EXERCISE DETAILS.
Transcribe exactly the span of lines that begins the records and ends with the line holding "const shape = rows", both boundary lines included.

GIVEN DATA.
......

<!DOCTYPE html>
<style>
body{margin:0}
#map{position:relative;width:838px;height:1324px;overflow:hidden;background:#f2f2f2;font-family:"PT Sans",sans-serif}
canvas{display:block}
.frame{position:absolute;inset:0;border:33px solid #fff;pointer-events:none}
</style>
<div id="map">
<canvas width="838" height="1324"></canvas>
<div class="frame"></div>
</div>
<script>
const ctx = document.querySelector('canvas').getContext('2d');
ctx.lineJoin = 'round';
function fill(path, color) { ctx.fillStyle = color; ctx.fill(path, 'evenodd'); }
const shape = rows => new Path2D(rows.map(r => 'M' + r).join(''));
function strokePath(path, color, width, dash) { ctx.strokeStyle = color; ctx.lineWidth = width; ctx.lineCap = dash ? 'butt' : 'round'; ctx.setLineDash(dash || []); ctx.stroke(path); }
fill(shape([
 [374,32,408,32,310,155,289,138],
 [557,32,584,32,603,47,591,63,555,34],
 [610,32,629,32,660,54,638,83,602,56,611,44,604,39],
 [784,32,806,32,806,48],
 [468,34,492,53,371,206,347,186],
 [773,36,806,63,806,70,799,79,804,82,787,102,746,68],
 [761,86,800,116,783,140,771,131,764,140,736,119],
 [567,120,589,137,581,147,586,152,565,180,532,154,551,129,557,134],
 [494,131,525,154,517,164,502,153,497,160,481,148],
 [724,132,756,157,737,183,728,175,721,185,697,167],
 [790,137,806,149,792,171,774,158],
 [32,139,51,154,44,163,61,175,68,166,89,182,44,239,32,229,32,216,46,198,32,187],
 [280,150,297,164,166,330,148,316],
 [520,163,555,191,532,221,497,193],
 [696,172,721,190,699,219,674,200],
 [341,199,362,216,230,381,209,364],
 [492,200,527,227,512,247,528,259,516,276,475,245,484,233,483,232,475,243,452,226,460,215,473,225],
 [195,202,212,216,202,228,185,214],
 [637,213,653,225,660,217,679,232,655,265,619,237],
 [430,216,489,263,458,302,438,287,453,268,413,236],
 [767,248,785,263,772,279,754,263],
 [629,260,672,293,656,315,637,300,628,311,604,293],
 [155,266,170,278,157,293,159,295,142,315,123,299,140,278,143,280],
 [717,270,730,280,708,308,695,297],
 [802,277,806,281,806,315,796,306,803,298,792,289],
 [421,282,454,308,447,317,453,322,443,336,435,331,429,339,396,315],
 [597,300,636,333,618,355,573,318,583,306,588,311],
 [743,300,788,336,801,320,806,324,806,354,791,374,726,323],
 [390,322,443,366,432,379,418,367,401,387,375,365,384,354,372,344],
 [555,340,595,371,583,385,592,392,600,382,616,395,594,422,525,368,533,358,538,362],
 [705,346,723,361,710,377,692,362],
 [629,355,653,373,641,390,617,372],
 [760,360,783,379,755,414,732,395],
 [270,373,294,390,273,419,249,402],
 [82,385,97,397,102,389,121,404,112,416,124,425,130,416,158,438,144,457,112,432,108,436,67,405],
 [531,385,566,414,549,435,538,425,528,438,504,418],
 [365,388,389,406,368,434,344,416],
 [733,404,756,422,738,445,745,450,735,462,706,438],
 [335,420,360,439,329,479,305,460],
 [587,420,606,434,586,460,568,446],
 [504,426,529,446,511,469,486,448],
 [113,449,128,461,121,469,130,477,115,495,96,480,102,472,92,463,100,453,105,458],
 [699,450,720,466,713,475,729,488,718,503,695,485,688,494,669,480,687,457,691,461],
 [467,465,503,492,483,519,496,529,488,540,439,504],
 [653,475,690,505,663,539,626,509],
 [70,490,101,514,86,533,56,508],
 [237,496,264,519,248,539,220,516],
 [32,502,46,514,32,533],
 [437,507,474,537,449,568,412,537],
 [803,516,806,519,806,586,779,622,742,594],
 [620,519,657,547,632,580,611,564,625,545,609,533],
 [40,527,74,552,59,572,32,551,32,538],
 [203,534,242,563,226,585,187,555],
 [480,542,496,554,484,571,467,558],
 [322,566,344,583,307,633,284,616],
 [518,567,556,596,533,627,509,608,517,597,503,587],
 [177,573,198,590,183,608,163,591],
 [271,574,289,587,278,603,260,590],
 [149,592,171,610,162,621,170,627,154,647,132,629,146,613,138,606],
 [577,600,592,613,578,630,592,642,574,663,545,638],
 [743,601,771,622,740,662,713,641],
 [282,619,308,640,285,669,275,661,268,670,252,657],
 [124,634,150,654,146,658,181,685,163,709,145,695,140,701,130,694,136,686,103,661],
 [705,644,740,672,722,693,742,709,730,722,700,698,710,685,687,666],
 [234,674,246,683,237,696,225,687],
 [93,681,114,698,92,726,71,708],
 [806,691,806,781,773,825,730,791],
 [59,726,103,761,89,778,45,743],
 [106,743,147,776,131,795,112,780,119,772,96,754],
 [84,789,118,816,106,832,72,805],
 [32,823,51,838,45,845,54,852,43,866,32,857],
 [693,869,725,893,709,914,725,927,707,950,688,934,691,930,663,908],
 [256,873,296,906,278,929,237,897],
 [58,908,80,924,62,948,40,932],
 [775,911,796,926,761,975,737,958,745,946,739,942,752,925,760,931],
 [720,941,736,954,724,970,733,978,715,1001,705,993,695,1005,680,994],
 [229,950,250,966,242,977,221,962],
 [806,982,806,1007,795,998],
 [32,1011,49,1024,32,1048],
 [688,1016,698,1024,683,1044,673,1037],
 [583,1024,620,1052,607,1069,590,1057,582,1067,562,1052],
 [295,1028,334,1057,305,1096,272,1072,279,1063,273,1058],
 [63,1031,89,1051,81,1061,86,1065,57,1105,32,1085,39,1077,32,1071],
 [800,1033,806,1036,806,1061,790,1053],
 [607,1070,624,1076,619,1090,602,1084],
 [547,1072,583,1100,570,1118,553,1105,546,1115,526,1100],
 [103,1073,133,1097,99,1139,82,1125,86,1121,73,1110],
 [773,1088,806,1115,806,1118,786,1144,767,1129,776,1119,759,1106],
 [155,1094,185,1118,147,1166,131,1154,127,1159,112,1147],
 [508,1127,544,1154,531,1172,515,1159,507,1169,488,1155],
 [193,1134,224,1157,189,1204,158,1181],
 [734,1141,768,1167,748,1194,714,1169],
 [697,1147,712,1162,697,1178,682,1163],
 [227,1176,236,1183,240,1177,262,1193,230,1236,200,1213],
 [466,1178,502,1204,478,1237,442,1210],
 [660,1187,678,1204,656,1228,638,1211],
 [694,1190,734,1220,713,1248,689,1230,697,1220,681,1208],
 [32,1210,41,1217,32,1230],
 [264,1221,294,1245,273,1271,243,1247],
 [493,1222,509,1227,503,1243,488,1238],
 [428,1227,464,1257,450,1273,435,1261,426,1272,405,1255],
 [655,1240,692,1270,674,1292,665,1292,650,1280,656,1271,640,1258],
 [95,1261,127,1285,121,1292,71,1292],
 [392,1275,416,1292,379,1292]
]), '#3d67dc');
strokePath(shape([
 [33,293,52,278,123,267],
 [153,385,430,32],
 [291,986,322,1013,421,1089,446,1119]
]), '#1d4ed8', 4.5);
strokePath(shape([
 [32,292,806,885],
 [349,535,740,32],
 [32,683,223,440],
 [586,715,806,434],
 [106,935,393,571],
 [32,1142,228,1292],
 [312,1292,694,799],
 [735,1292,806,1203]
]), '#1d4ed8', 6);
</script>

......

SOLUTION TO THIS PROBLEM.
<!DOCTYPE html>
<style>
body{margin:0}
#map{position:relative;width:838px;height:1324px;overflow:hidden;background:#f2f2f2;font-family:"PT Sans",sans-serif}
canvas{display:block}
.frame{position:absolute;inset:0;border:33px solid #fff;pointer-events:none}
</style>
<div id="map">
<canvas width="838" height="1324"></canvas>
<div class="frame"></div>
</div>
<script>
const ctx = document.querySelector('canvas').getContext('2d');
ctx.lineJoin = 'round';
function fill(path, color) { ctx.fillStyle = color; ctx.fill(path, 'evenodd'); }
const shape = rows => new Path2D(rows.map(r => 'M' + r).join(''));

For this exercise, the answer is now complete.